We see especially that if $\rho$ is bounded then $h$ is Lipschitz and
$f$ $\alpha$-H\"older for all $\alpha \in (0,1)$.
Because also $C_f$ is Lipschitz if $\rho$ is bounded,
Proposition~(\ref{LogHoelder}) implies that if $\rho$ is bounded, then
$\Kcal(\rho)$ is sandwiched between two H\"older continuous maps.
\begin{coro}
\label{Milloux-Schmidt}
There exists a real sequence $r_n \to 0$ such that
$\limsup_{n \to \infty} \Kcal(\rho)(r_n) = 0$.
\end{coro}
\begin{proof}
It is a consequence of the Milloux-Schmidt inequality \cite{Hayman}
that for any subharmonic function $f$ with $f(0)>-\infty$ one has
$\limsup_{r \to 0} {\inf_{\theta}} f(r \exp(i \theta)) = f(0)$.
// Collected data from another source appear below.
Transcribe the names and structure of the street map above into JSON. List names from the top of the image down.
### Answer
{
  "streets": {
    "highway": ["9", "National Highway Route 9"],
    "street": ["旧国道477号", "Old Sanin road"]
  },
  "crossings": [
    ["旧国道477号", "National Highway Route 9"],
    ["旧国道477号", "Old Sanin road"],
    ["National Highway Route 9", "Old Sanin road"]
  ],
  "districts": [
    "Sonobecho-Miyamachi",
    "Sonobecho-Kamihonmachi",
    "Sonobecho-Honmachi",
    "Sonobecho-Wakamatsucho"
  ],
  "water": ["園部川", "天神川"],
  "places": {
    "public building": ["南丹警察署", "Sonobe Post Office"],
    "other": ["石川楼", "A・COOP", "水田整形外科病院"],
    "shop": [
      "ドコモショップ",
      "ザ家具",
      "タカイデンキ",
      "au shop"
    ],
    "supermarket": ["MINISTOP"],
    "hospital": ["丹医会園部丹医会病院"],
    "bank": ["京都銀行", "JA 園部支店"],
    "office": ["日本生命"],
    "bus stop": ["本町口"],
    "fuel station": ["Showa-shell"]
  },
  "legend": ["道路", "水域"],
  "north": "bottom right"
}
Therefore $\limsup_{r \to 0} f_{\rho}(r) = f_{\rho}(0)$. Together with
$\lim_{r \to 0} C_{\rho}(r) = C_{\rho}(0)$ which follows from
the upper-semicontinuity and the submean inequality for
subharmonic functions, we get
$\limsup_{r \to 0} 2( f_{\rho}(r)-C_{\rho}(r) ) = 0$. The claim
follows from Proposition~(\ref{LogHoelder}).
\end{proof}
\section{Radially mollified subharmonic functions}
The homogenization theorem is especially useful if $d\rho_g$ is bounded.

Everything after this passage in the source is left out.